Every method reports 95% CIs: two-sample bootstrap for regression calibration and moment EIV, posterior credible intervals for the Gibbs sampler, Wald for oracle/naive, sum-of-variances for PPI.

Key findings

Linear case. All correction methods are approximately unbiased. Regression calibration with known reliability groups has the best RMSE after the latent-variable oracle. The two-sample bootstrap (resample C and U separately) gives near-nominal coverage. Under homoskedasticity, the ordering reverses: moment EIV beats regression calibration.

Nonlinear case. Regression calibration has a Jensen's-inequality bias of ≈ −0.05 in logistic regression (about a quarter of the naive bias). The Metropolis-within-Gibbs latent-variable model removes it. PPI is also unbiased but has high variance.

Estimated heteroskedasticity. Regression calibration remains approximately unbiased when the variance is estimated from calibration residuals. The Gibbs sampler is more sensitive: precision weighting amplifies variance-model errors.

Files

paper.tex          LaTeX source
references.bib     Bibliography (11 entries, validated)
make_tables.py     Replication script → tables/*.tex + figures/*.pdf
build.sh           One-command build
tables/            Generated LaTeX tables (\input from paper.tex)
figures/           Generated PDF figures (\includegraphics from paper.tex)
paper.pdf          Compiled paper

The recipe

For a linear downstream model Y = β_D D + β_x X + β_z Z + ε, where X is predicted by an ML model and D is the coefficient of interest:

  1. Calibration sample C: Regress X on (X̂, Z) — possibly per reliability group
  2. Target sample U: Predict X̃ from the calibration model, regress Y on (D, X̃, Z)
  3. Inference: Resample C and U independently with replacement, re-run both stages, take percentile CIs

That's it. Consistent for β_D under E[ε | X̂, Z] = 0. No GMM, no IV, no MCMC.

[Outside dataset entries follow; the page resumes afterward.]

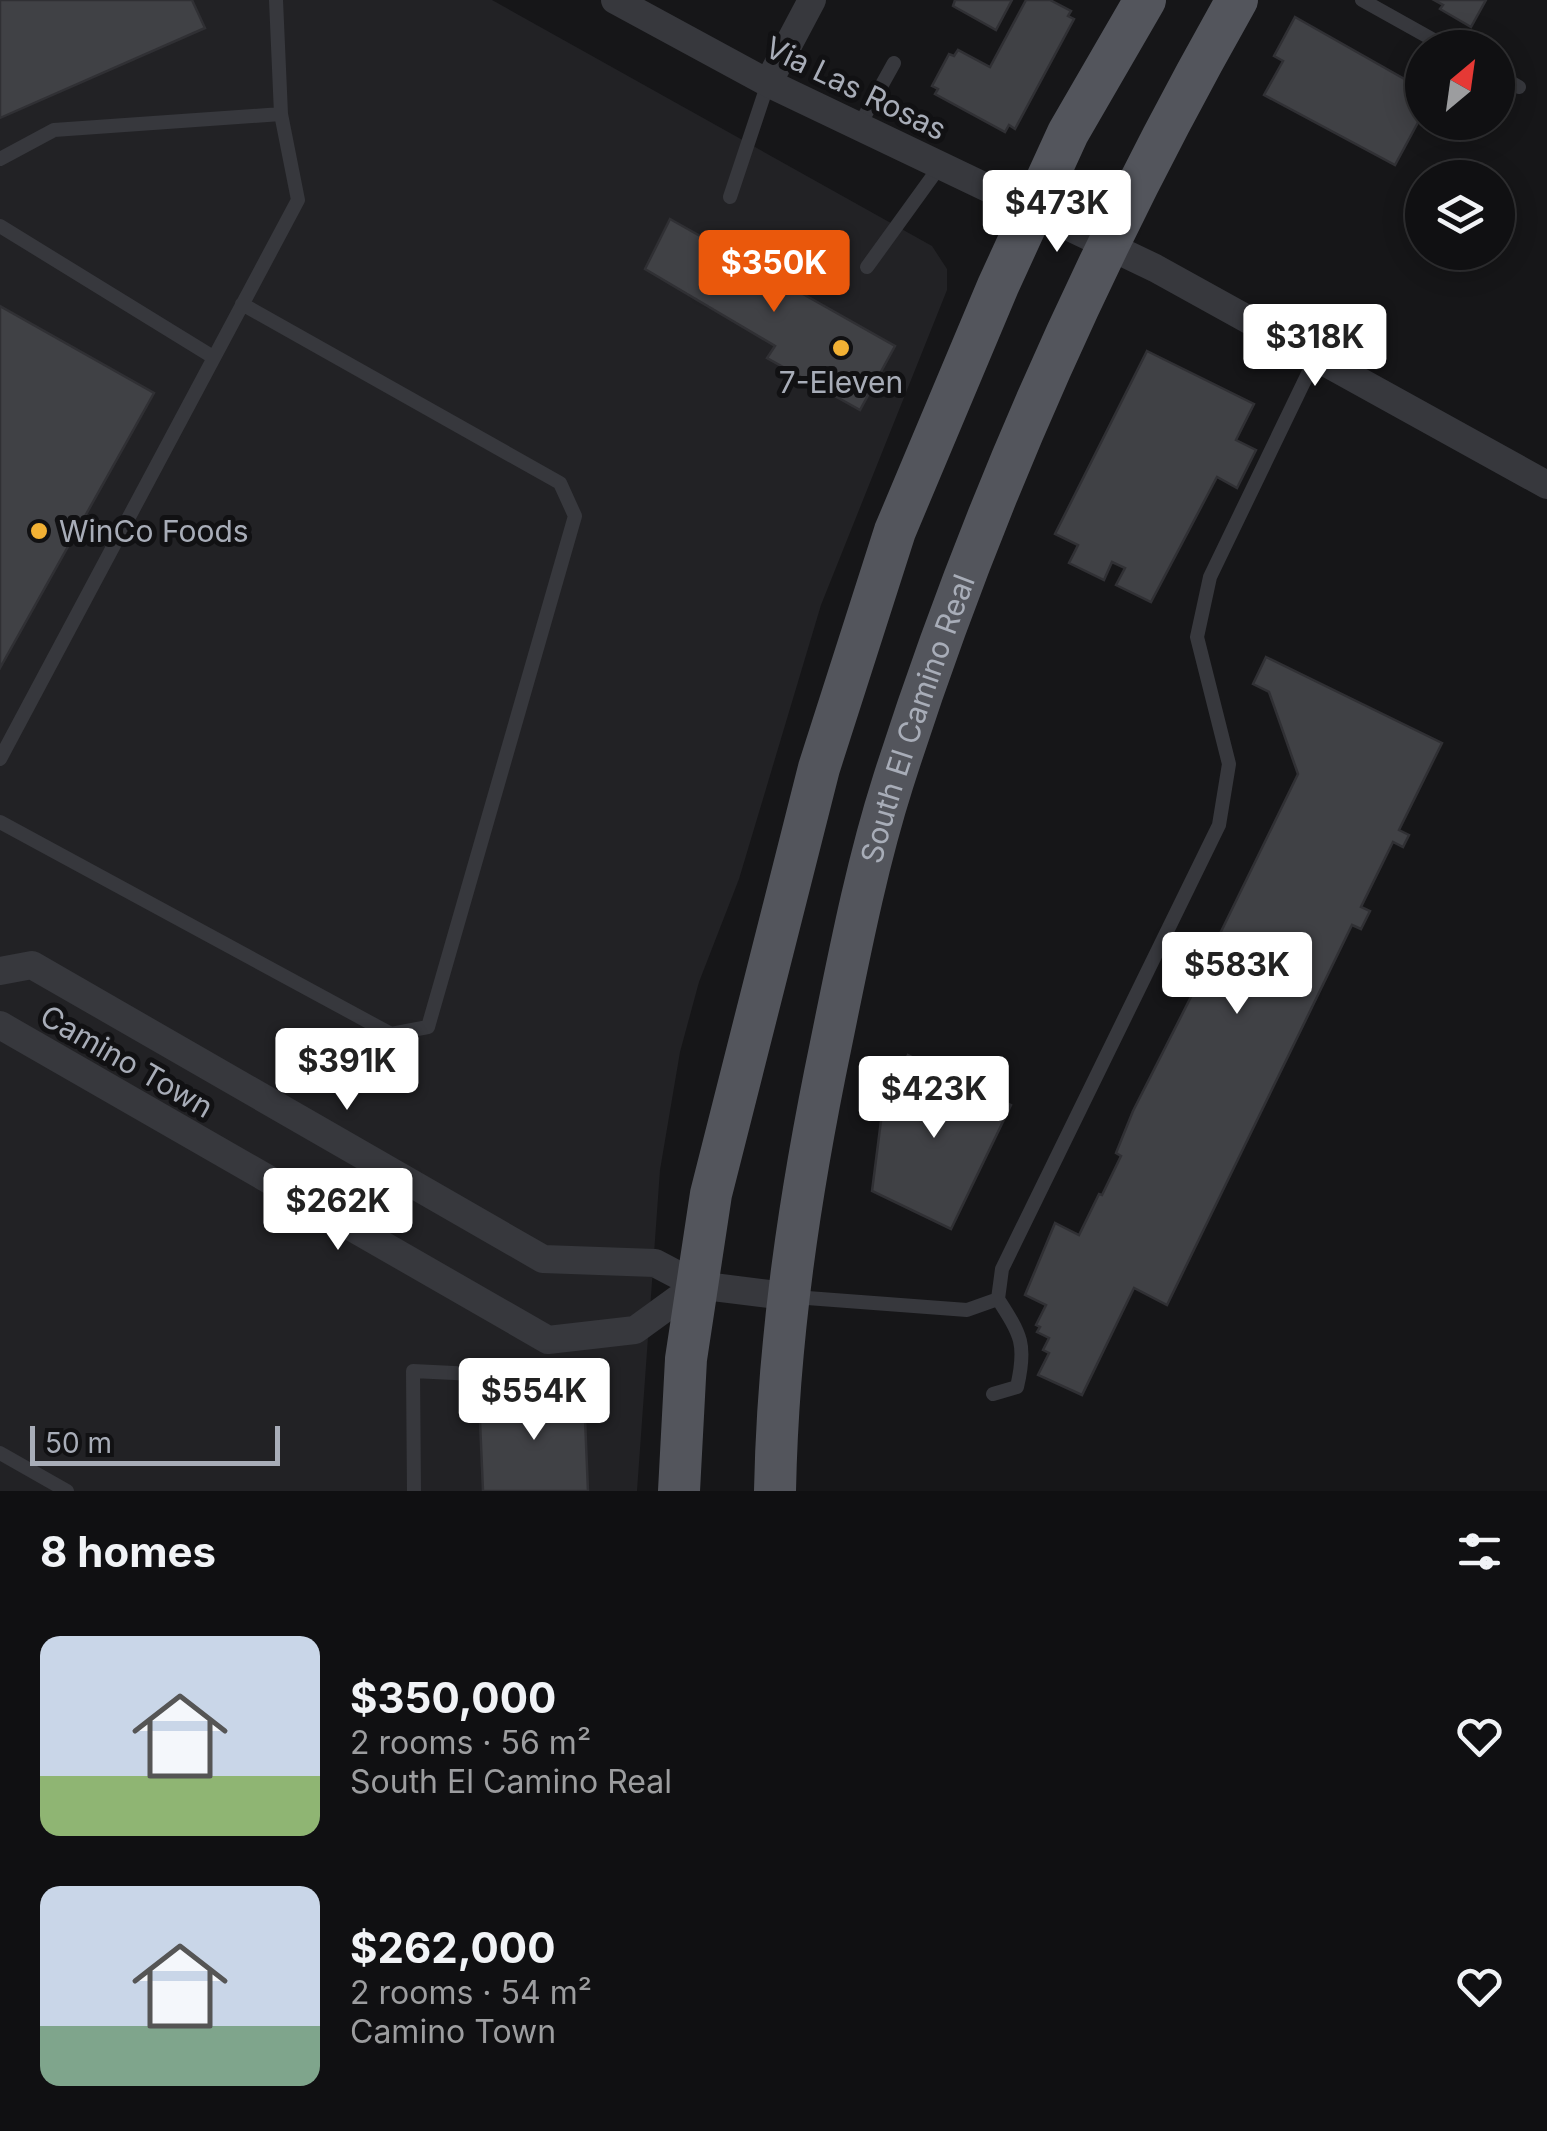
<!DOCTYPE html>
<meta charset="utf-8">
<style>
body{margin:0;font-family:Inter,sans-serif;background:#1e1e20;color:#f1f3f6;height:100vh;display:flex;flex-direction:column;font-size:38px;white-space:nowrap}
*{box-sizing:border-box;margin:0}
p{font-size:32px;color:#9c9d9f}
.icon{flex:none;width:55px;height:55px;fill:none;stroke:currentColor;stroke-width:2;stroke-linecap:round;stroke-linejoin:round}
.map{position:relative;height:1491px;overflow:hidden}
.side{display:flex;flex-direction:column;background:#101012;flex:1}
.side>*{flex:none}
.needle{width:65px;rotate:29deg}
.controls{position:absolute;left:1405px;top:30px;display:grid;gap:20px}
.controls a{display:grid;place-items:center;width:110px;height:110px;border-radius:50%;background:#101012;box-shadow:0 5px 25px #0003,0 0 0 2px #303032;font-size:50px}
.scale{position:absolute;left:30px;bottom:25px;width:250px;box-sizing:border-box;padding-left:10px;border:5px solid #a8adb8;border-top:0;font-size:28px;line-height:35px;white-space:nowrap;color:#a8adb8;-webkit-text-stroke:8px #111113;paint-order:stroke}
.price{position:absolute;translate:-50% -85px;padding:0 22px;border-radius:10px;background:#fff;color:#222;font-size:32px;line-height:65px;filter:drop-shadow(0 2px 5px #0008)}
.price::after{content:'';position:absolute;left:50%;top:60px;width:30px;height:22px;margin-left:-15px;background:inherit;clip-path:polygon(0 0,100% 0,50% 100%)}
.price.selected{background:#ea580c;color:#fff}
ul{padding:0;list-style:none}
li{display:flex;align-items:center;gap:30px;height:250px;padding:0 40px}
li span{display:grid;place-items:center;flex:none;width:280px;height:200px;border-radius:20px;color:#555}
li>.icon{margin-inline-start:auto}
span .icon{width:120px;height:120px;fill:#fffc;stroke-width:1}
li b{font-size:42px}
h2{display:flex;justify-content:space-between;align-items:center;height:120px;padding:0 40px;font-size:42px}
.map>svg:first-child{display:block}
</style>
<div class="map">
<svg width="1547" height="1491" viewBox="0 0 1547 1491">
<rect width="100%" height="100%" fill="#161618"/>
<path fill="#222225" d="M0 0H492L932 246 947 269V290L821 605 739 879 699 982 680 1052 660 1170 637 1491H0Z"/>
<path fill="#404145" stroke="#303034" stroke-width="2.5" d="M0 0H192L205 28 0 118Z
M1012 0 996 30 953 6 955 0Z
M1026 0H1050L1071 11 1068 16 1074 19 1015 129 1009 125 1005 132 935 94 938 89 932 86 949 54 954 56 958 50 990 67Z
M1434 0H1486L1471 27 1440 9 1443 5Z
M1295 17 1422 89V115L1395 165 1264 95 1283 61 1274 56Z
M670 219 895 346 860 410 767 358 775 346 645 269Z
M0 306 154 393 0 668Z
M1147 351 1254 404 1236 440 1256 450 1237 488 1217 477 1151 602 1116 585 1125 568 1112 562 1104 580 1069 563 1078 545 1055 534Z
M1266 657 1442 743 1399 830 1409 835 1403 847 1393 842 1361 907 1370 911 1361 929 1352 925 1167 1305 1134 1288 1082 1395 1038 1375 1049 1353 1043 1350 1049 1338 1037 1332 1040 1327 1036 1325 1046 1305 1025 1295 1055 1223 1079 1235 1099 1194 1102 1195 1121 1156 1116 1153 1133 1111 1197 985 1203 988 1223 948 1215 944 1298 774 1269 692 1253 684Z
M908 1055 1011 1105 951 1229 872 1191 883 1105Z
M584 1394 588 1491H483L479 1398Z"/>
<g fill="none" stroke-linecap="round" stroke-linejoin="round">
<path stroke="#37383d" stroke-width="14" d="M1362 0 1448 48
M1498 75 1519 87
M859 126 894 63
M0 159 54 130 281 114 276 0
M730 197 768 83
M0 226 213 357
M867 267 940 166
M0 759 298 200 281 114
M0 822 391 1034 428 1027 575 516 560 483 242 304
M794 1297 967 1310 998 1299 1002 1269 1219 825 1229 764 1197 637 1210 577 1316 357
M993 1394 1017 1387C1027 1344 1021 1335 998 1299
M0 1453 67 1491
M414 1491 413 1371 536 1377"/>
<path stroke="#37383d" stroke-width="28" d="M615 0 768 83 1155 268 1547 485
M768 83 812 0
M0 971 32 965 543 1259 655 1263 697 1285 786 1296
M0 1025 548 1340 635 1330 697 1285"/>
<g stroke="#53555c" stroke-width="42">
<path d="M679 1491 686 1359 711 1194 819 768 895 531 998 286 1068 133 1145 0"/>
<path id="s1" d="M775 1491C778 1339 800 1193 831 1044 849 956 866 867 893 782 980 509 1096 249 1237 0"/>
</g>
</g>
<g fill="#f2b134" stroke="#111113" stroke-width="4">
<circle cx="841" cy="348" r="10"/>
<circle cx="39" cy="531" r="10"/>
</g>
<g text-anchor="middle" dominant-baseline="central" stroke-width="10" stroke-linejoin="round" paint-order="stroke">
<g font-size="30" fill="#a8adb8" stroke="#111113">
<text transform="translate(856 88) rotate(26)">Via Las Rosas</text>
<text stroke="none"><textPath href="#s1" startOffset="788">South El Camino Real</textPath></text>
<text transform="translate(127 1061) rotate(30)">Camino Town</text>
</g>
<g font-size="30" fill="#a8adb8" stroke="#111113">
<text x="841" y="382">7-Eleven</text>
<text x="59" y="531" text-anchor="start">WinCo Foods</text>
</g>
</g>
</svg>
<div class="controls">
<a><svg class="needle" viewBox="-14 -14 28 28"><path d="M0-13l5 13h-10z" fill="#e53935"/><path d="M0 13l5-13h-10z" fill="#9c9d9f"/></svg></a>
<a><svg class="icon" aria-label="layers" viewBox="0 0 24 24"><path d="M12 4l9 5-9 5-9-5zM3 14l9 5 9-5"/></svg></a>
</div>
<div class="scale">50 m</div>
<b class="price" style="left:1057px;top:255px">$473K</b>
<b class="price selected" style="left:774px;top:315px">$350K</b>
<b class="price" style="left:1315px;top:389px">$318K</b>
<b class="price" style="left:1237px;top:1017px">$583K</b>
<b class="price" style="left:347px;top:1113px">$391K</b>
<b class="price" style="left:934px;top:1141px">$423K</b>
<b class="price" style="left:338px;top:1253px">$262K</b>
<b class="price" style="left:534px;top:1443px">$554K</b>
</div>
<section class="side">
<h2>8 homes<svg class="icon" aria-label="filters" viewBox="0 0 24 24"><path d="M4 7h16M4 17h16"/><circle cx="9" cy="7" r="2"/><circle cx="15" cy="17" r="2"/></svg></h2>
<ul>
<li><span style="background:linear-gradient(#c9d6e8 70%,#8fb573 0)"><svg class="icon" aria-label="home" viewBox="0 0 24 24"><path d="M3 11l9-7 9 7M6 9v11h12V9"/></svg></span><div><b>$350,000</b><p>2 rooms · 56 m²</p><p>South El Camino Real</p></div><svg class="icon" aria-label="heart" viewBox="0 0 24 24"><path d="M12 20l-8-8c-3-5 5-10 8-4 3-6 11-1 8 4z"/></svg></li>
<li><span style="background:linear-gradient(#c9d6e8 70%,#7fa58c 0)"><svg class="icon" aria-label="home" viewBox="0 0 24 24"><path d="M3 11l9-7 9 7M6 9v11h12V9"/></svg></span><div><b>$262,000</b><p>2 rooms · 54 m²</p><p>Camino Town</p></div><svg class="icon" aria-label="heart" viewBox="0 0 24 24"><path d="M12 20l-8-8c-3-5 5-10 8-4 3-6 11-1 8 4z"/></svg></li>
</ul>
</section>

When this breaks: logistic regression, Poisson, any GLM with a nonlinear link. Then you need joint estimation or PPI.

References

  • Angelopoulos et al. (2023). Prediction-powered inference. Science, 382(6671), 669–674.
  • Battaglia et al. (2025). Inference for regression with variables generated by AI or ML. arXiv:2402.15585v5.
  • Boonstra, Little, and Mitani (2021). Bias due to Berkson error. Biostatistics, 23(4), 1063–1078.
  • Carroll et al. (2006). Measurement Error in Nonlinear Models. Chapman and Hall/CRC.
  • Fong and Tyler (2021). ML predictions as regression covariates. Political Analysis, 29(4), 467–484.
  • Wang, McCormick, and Leek (2020). Correcting inference based on predicted outcomes. PNAS, 117(48), 30266–30275.
  • Yang et al. (2022). Causal inference with data-mined variables. INFORMS JDS, 1(2), 138–155.
  • Zrnic and Candès (2024). Cross-prediction-powered inference. PNAS, 121(15), e2322083121.